* **REQUIRED ACTION**
Read through the material below and find each line that has the word "after"; copy it.

* **EXTRACTED ENTRIES**
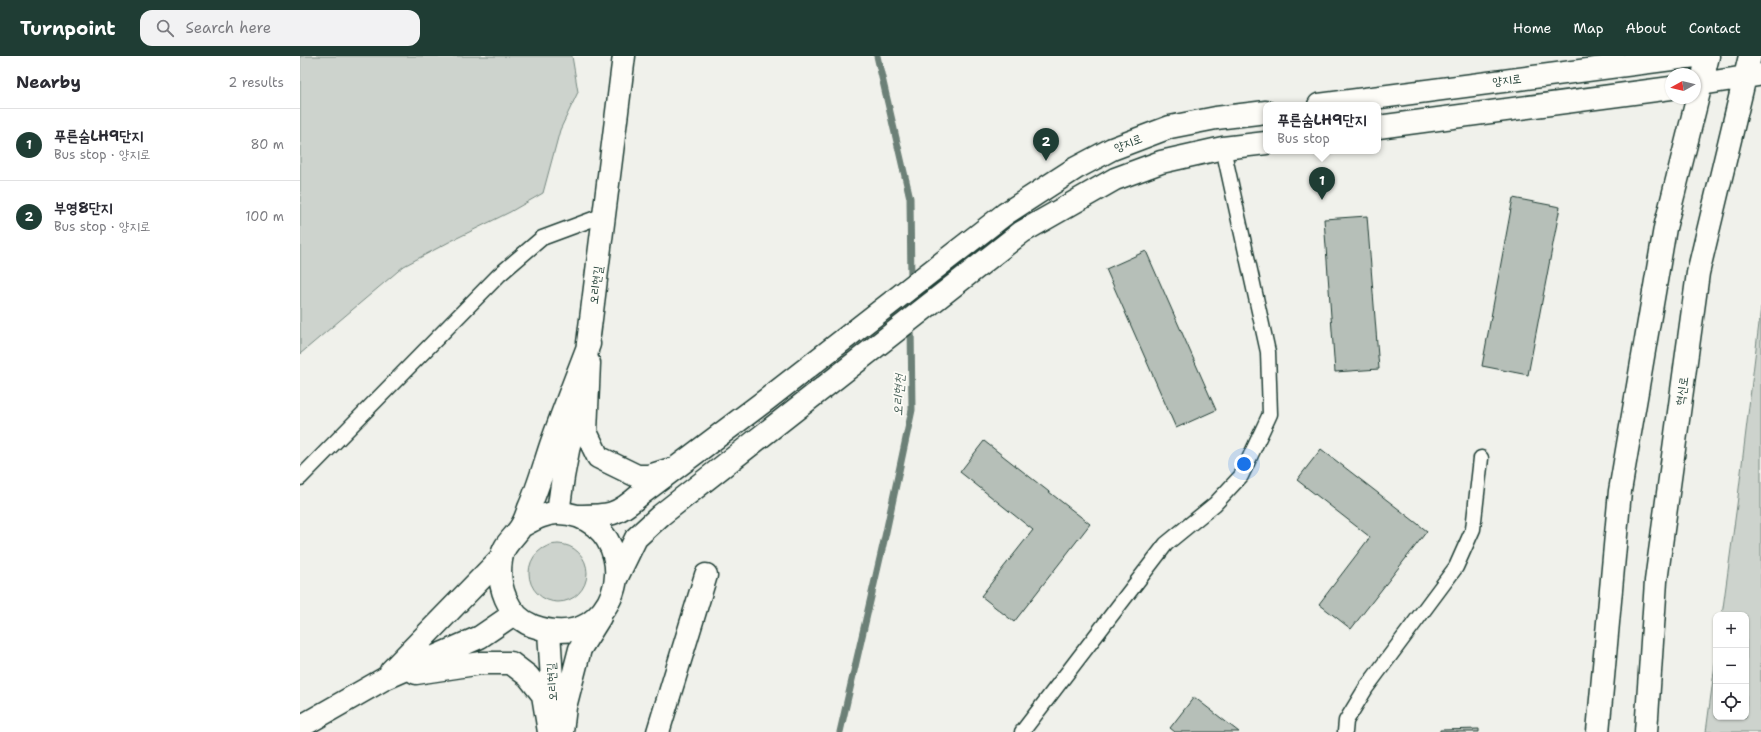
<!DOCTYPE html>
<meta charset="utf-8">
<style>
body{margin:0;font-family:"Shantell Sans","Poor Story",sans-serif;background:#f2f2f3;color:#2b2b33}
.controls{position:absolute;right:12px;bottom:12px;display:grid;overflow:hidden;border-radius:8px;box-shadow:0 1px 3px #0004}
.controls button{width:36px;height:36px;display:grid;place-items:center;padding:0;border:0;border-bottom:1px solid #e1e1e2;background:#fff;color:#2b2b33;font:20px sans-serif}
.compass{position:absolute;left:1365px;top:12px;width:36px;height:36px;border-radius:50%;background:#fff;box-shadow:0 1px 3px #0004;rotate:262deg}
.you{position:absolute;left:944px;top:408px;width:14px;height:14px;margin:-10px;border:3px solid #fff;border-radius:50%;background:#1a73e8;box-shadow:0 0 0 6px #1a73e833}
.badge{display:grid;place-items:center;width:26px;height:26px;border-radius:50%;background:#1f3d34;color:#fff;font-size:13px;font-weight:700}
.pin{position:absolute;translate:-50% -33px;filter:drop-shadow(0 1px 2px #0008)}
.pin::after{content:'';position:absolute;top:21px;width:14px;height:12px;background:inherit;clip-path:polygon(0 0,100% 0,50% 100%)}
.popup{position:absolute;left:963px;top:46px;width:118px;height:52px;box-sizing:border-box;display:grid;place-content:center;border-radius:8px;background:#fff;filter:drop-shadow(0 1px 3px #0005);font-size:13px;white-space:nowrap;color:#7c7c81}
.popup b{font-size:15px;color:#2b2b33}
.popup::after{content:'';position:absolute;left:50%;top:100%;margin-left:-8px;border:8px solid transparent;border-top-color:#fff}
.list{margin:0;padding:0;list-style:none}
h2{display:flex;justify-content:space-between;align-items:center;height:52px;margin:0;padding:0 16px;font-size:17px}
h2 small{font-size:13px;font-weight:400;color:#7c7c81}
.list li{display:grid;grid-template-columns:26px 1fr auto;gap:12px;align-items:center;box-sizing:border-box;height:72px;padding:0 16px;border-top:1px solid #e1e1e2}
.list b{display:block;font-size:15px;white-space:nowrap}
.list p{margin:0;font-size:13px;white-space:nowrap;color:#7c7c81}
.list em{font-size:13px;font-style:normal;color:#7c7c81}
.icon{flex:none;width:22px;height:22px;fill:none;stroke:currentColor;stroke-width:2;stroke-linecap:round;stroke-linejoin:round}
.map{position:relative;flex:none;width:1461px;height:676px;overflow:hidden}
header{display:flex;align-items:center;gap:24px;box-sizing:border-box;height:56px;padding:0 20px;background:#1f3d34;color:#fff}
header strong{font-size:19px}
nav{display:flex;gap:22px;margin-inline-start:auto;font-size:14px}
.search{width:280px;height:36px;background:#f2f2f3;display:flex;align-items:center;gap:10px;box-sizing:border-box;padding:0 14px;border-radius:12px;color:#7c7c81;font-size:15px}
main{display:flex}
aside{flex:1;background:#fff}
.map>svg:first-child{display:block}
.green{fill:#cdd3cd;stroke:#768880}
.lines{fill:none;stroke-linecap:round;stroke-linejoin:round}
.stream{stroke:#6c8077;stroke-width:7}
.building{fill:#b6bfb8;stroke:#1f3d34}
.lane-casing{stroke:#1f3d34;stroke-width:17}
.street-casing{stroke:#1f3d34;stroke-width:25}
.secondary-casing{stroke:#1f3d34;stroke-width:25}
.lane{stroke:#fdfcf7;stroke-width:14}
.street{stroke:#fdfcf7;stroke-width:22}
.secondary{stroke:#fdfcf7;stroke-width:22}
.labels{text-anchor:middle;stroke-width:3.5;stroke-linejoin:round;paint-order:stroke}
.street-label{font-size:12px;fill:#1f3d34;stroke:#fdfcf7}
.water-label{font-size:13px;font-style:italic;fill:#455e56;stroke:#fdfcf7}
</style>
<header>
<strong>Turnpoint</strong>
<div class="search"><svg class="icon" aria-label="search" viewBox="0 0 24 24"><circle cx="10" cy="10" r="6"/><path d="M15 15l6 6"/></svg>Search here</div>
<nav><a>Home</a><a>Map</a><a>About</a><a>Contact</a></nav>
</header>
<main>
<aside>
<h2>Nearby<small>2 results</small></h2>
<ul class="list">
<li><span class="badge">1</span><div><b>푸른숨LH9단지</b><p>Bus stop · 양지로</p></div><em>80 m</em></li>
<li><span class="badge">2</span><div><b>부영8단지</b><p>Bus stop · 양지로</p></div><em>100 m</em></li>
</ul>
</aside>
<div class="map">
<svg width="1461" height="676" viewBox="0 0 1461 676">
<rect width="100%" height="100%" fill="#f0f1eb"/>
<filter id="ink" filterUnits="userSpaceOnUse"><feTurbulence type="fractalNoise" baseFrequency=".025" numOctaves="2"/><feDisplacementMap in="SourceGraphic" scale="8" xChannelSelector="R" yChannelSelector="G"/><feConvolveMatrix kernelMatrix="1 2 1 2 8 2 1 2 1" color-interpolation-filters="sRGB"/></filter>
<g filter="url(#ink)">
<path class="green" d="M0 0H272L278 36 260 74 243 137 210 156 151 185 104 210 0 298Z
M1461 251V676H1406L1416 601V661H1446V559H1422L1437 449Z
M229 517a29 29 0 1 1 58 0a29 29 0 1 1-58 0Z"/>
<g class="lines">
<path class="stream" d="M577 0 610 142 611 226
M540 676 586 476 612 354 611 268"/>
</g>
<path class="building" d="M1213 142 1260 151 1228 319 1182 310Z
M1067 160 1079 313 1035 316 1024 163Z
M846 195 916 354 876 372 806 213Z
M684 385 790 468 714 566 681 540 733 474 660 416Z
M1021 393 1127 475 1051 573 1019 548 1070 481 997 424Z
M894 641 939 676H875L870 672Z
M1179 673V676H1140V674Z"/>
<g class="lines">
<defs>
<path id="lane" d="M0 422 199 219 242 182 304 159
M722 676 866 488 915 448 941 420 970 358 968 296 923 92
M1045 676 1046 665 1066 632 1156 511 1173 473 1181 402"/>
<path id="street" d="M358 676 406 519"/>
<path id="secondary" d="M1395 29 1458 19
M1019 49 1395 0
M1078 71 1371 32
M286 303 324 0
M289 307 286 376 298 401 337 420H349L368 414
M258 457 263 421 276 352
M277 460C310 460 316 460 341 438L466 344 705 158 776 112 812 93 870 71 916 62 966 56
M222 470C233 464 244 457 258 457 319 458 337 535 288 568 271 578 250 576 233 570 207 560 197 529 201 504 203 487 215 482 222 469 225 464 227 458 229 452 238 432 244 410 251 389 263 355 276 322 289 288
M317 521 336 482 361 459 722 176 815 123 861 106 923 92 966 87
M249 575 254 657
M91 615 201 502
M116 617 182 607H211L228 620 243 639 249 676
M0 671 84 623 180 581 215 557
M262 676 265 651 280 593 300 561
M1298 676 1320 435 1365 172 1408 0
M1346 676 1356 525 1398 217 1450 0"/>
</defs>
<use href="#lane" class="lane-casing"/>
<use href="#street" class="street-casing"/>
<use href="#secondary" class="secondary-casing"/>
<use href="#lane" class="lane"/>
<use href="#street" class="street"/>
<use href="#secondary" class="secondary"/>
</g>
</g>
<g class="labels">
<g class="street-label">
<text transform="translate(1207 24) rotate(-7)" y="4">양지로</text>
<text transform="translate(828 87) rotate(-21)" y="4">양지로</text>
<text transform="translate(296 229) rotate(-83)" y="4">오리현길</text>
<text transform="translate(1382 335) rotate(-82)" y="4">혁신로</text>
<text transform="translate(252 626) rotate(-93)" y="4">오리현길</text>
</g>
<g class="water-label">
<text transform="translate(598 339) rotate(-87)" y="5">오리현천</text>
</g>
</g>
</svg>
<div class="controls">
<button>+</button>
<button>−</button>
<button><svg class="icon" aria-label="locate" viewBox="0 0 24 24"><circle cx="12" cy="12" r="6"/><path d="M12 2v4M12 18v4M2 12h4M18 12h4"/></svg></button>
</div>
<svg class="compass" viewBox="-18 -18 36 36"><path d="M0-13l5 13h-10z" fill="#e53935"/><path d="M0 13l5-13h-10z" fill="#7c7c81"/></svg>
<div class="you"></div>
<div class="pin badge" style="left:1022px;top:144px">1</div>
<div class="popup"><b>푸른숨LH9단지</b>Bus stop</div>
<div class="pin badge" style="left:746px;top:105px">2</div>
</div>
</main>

* **TASK RESPONSE**
.pin::after{content:'';position:absolute;top:21px;width:14px;height:12px;background:inherit;clip-path:polygon(0 0,100% 0,50% 100%)}
.popup::after{content:'';position:absolute;left:50%;top:100%;margin-left:-8px;border:8px solid transparent;border-top-color:#fff}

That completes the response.